Glossary term

Dead Cat Bounce

A dead cat bounce is market slang for a temporary rebound after a sharp decline, where the recovery does not necessarily mean the larger downtrend is over.

Updated

May 14, 2026

Read time

3 min read

What Is a Dead Cat Bounce?

A dead cat bounce is market slang for a temporary rebound after a sharp decline, where the recovery does not necessarily mean the larger downtrend is over. The phrase is colorful, but the idea is practical: prices can bounce briefly even when the underlying problem has not been solved.

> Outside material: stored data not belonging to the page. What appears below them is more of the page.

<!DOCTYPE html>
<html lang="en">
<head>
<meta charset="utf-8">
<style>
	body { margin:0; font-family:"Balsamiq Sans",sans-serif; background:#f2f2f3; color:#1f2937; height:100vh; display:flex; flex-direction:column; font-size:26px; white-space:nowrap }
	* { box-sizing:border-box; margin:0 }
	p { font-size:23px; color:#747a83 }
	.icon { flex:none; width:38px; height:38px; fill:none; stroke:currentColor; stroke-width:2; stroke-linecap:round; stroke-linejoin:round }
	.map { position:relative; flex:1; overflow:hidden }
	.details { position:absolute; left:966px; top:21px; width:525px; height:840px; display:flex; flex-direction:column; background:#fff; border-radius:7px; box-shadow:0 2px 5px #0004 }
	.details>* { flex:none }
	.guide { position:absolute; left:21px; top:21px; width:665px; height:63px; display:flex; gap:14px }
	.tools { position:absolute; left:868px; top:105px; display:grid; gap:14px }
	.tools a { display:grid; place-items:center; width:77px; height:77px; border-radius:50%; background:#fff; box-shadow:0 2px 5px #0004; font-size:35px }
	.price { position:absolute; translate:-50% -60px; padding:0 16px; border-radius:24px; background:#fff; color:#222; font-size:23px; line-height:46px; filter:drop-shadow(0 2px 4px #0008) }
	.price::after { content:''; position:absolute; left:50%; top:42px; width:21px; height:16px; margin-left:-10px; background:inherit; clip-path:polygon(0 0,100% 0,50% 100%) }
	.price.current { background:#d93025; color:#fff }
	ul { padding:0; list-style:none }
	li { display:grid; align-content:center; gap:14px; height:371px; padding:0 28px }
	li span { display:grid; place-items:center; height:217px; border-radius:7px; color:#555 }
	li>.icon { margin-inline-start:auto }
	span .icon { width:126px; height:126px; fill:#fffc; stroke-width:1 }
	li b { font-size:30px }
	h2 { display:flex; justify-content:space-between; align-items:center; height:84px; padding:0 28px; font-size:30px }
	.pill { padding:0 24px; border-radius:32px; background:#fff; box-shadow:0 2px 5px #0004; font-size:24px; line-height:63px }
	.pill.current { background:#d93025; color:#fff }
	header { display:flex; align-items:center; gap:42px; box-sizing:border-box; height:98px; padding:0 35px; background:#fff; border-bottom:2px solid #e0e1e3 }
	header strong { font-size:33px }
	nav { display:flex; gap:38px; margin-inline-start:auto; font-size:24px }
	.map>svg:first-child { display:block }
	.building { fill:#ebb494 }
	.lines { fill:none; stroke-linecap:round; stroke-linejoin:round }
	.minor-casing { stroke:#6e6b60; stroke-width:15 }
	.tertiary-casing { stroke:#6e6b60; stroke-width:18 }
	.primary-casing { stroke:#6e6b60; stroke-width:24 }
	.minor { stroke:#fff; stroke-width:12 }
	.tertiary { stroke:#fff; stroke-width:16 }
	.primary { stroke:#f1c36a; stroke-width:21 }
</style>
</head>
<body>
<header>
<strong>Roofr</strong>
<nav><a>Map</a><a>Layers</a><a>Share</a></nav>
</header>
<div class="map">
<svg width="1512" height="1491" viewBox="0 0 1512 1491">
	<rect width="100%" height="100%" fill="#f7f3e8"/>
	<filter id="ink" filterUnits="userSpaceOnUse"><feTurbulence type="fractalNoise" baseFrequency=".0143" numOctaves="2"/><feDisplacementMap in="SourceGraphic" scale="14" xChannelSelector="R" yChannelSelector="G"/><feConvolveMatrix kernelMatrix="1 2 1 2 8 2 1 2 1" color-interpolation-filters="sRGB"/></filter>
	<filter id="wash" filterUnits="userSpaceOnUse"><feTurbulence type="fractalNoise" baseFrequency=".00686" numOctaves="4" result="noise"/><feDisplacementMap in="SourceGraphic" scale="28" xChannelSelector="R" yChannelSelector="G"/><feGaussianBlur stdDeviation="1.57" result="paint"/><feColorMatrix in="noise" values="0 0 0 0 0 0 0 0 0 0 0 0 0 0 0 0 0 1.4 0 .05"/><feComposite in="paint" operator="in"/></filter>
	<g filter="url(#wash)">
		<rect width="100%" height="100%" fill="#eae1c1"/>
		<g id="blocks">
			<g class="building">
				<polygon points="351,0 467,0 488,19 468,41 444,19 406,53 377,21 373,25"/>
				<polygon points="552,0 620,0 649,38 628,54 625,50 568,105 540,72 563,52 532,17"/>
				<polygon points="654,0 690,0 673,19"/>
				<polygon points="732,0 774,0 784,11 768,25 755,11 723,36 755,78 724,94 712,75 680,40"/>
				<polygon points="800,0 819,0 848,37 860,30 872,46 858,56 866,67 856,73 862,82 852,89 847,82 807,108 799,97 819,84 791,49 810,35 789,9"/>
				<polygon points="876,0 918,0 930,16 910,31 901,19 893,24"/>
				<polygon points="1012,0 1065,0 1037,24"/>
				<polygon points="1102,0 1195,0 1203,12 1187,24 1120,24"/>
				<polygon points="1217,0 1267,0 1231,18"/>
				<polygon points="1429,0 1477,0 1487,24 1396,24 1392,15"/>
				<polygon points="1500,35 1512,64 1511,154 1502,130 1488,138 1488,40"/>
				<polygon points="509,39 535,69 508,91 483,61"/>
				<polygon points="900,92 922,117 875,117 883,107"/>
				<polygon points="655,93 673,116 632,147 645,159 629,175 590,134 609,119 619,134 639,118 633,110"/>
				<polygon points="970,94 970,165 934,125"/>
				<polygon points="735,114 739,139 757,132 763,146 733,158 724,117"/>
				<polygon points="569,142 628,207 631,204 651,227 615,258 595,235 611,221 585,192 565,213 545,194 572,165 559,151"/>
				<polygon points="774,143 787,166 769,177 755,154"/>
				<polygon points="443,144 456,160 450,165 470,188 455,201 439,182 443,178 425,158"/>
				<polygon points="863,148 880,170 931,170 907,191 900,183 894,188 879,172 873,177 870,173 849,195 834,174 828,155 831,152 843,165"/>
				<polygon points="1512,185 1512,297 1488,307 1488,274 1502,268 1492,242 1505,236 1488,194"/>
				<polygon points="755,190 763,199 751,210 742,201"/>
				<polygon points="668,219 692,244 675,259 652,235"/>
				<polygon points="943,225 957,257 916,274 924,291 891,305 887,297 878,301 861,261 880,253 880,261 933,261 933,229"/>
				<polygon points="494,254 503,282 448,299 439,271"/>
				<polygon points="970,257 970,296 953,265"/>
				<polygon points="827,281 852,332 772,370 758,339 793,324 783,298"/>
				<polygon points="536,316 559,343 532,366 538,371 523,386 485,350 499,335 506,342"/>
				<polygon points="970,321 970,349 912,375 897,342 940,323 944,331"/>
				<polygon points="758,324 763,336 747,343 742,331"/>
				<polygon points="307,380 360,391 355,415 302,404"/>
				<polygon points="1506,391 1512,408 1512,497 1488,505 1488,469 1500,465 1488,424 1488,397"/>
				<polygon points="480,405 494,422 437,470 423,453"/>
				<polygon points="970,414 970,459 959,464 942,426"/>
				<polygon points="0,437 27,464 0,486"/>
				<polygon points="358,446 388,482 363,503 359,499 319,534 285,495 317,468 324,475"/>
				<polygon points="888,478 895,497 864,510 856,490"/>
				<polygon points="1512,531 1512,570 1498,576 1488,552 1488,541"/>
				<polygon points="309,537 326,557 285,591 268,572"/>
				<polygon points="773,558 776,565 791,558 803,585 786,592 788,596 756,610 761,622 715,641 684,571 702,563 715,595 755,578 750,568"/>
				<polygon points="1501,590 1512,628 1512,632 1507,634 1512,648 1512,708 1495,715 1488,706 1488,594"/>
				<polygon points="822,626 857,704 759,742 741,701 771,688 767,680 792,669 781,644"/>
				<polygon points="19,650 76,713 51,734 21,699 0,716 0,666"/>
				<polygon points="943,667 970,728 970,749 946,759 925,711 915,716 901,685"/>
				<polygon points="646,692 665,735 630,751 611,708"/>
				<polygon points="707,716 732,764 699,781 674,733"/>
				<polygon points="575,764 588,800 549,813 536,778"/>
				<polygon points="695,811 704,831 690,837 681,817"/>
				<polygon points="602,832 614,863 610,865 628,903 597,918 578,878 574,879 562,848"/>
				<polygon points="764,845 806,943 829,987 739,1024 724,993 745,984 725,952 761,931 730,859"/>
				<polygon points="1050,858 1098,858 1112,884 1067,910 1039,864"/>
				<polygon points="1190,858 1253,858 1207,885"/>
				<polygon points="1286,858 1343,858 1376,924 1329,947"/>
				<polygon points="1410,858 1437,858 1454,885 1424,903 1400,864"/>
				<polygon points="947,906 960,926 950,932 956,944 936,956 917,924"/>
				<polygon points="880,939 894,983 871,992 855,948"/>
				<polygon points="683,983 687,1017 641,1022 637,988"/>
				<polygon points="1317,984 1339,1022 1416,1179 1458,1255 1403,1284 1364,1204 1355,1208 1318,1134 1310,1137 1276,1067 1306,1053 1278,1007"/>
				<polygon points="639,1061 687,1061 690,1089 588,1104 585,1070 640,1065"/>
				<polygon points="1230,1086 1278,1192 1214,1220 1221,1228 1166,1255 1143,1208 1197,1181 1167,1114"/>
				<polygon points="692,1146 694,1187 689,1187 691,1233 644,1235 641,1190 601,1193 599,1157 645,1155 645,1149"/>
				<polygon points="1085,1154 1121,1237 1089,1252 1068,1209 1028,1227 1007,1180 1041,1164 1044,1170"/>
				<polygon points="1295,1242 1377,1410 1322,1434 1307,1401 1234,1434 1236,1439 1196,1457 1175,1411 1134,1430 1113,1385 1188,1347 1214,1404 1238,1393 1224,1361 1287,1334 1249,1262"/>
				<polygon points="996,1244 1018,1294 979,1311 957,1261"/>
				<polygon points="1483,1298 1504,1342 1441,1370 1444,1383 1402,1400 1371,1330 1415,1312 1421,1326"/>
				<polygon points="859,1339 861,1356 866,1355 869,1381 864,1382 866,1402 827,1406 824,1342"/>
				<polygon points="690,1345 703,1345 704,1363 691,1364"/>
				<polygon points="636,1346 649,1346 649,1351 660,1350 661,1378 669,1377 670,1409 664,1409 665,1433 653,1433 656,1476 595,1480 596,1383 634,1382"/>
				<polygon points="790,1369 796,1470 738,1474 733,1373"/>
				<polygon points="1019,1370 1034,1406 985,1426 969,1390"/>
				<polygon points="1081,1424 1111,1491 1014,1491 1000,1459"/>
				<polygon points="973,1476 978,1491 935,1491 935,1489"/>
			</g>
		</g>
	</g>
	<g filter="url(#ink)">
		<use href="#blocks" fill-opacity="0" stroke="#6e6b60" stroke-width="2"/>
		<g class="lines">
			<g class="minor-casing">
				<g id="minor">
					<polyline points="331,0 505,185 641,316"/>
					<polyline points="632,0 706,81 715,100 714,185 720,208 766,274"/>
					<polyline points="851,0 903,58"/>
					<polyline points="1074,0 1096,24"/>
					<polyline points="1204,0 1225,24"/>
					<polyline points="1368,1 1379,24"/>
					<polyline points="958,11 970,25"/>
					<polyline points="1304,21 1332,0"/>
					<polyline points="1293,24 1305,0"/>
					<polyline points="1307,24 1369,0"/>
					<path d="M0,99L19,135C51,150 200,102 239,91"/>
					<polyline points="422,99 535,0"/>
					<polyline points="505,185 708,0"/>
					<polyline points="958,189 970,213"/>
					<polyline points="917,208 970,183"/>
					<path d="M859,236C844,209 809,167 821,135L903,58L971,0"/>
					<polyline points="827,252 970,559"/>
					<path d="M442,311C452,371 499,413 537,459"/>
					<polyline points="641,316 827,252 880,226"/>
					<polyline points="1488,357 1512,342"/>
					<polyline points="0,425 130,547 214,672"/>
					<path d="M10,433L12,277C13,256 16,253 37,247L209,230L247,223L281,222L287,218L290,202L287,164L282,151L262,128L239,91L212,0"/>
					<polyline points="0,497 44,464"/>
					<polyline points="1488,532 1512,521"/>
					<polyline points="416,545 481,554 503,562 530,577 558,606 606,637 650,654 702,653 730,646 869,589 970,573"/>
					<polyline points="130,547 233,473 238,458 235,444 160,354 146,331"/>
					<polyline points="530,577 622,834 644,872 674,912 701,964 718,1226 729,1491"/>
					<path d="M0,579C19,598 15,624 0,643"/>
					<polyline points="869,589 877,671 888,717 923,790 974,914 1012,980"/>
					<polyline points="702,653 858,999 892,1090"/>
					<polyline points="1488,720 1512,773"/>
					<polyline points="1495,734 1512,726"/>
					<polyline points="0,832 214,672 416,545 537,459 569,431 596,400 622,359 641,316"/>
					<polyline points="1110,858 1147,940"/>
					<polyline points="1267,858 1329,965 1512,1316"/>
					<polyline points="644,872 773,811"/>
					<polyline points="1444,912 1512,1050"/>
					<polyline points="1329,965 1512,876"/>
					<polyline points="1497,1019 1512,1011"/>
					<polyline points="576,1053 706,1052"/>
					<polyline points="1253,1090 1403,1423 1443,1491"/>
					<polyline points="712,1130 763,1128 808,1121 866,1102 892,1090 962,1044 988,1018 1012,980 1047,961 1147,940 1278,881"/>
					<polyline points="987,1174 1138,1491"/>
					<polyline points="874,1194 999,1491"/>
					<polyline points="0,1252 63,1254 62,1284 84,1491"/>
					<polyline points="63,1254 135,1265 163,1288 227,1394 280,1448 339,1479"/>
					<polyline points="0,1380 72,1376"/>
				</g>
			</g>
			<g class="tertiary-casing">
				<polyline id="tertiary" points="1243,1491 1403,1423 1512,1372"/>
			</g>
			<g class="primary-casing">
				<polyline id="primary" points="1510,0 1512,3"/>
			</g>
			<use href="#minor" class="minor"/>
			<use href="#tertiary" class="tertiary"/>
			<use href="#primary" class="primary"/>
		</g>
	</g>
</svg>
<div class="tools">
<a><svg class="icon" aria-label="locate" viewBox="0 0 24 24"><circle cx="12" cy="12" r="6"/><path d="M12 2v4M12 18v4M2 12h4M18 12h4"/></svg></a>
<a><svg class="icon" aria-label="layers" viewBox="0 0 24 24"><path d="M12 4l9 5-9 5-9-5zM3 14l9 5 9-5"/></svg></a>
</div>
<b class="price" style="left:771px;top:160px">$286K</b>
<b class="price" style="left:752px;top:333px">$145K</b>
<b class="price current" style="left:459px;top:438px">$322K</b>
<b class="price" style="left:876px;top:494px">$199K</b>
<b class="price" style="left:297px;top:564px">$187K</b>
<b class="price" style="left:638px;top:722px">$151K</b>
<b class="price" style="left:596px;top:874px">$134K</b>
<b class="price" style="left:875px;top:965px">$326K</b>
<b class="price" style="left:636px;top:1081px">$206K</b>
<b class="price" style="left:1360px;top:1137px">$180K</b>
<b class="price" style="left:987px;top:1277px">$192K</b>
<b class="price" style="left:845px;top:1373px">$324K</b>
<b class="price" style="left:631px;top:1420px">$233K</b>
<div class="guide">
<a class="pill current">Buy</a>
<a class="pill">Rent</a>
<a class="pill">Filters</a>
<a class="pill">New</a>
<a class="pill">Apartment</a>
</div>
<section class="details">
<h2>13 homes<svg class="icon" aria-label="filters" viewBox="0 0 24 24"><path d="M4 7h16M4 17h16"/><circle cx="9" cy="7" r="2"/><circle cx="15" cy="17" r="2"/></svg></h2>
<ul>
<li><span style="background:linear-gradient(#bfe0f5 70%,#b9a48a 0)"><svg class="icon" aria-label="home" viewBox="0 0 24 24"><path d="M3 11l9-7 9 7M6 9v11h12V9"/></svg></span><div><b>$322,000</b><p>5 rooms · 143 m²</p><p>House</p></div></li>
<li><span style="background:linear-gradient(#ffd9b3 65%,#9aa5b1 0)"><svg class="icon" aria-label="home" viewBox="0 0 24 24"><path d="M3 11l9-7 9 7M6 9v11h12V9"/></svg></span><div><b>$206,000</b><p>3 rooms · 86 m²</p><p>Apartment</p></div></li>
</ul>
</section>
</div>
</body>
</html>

Dead cat bounce is most often used when a falling stock, sector, or market rallies after heavy selling, only to weaken again later.

Key Takeaways

  • A dead cat bounce is a temporary rebound after a sharp decline.
  • The bounce may reflect short covering, bargain hunting, technical buying, or temporary relief.
  • A rebound does not automatically mean the business, market, or investment thesis has recovered.
  • The term is often used after a falling knife starts to bounce.
  • Investors should separate a price rebound from a durable improvement in fundamentals.

How a Dead Cat Bounce Works

After a steep decline, sellers may become exhausted, short sellers may take profits, bargain hunters may buy, and technical traders may respond to oversold conditions. Those forces can create a rebound even if the larger trend remains weak.

The difficulty is that a dead cat bounce can look like the start of a recovery in real time. Investors usually know it was temporary only after the price rolls over again.

Dead Cat Bounce Versus Real Recovery

A real recovery usually needs more than a price bounce. It may require stronger earnings, better cash flow, credible guidance, margin stabilization, debt relief, improving demand, or a shift in market conditions. A dead cat bounce is mainly about price movement.

This is why a rebound should be tested against the business and the valuation. A stock can rally after being oversold without becoming fundamentally attractive.

Why the Term Matters

The term matters because investors can mistake relief for repair. A bounce can reduce fear, make the chart look better, and create a sense that the worst is over. Sometimes that is true. Sometimes the bounce only gives investors a better price to review, trim, or exit.

If the rebound follows a company-specific decline, read the earnings report, review the thesis, and decide whether the stock still belongs in the portfolio.

The Bottom Line

A dead cat bounce is a temporary rebound after a sharp decline. It may become part of a recovery, but it is not proof of one. The price bounce should be checked against fundamentals, valuation, position size, and the reason the investment fell in the first place.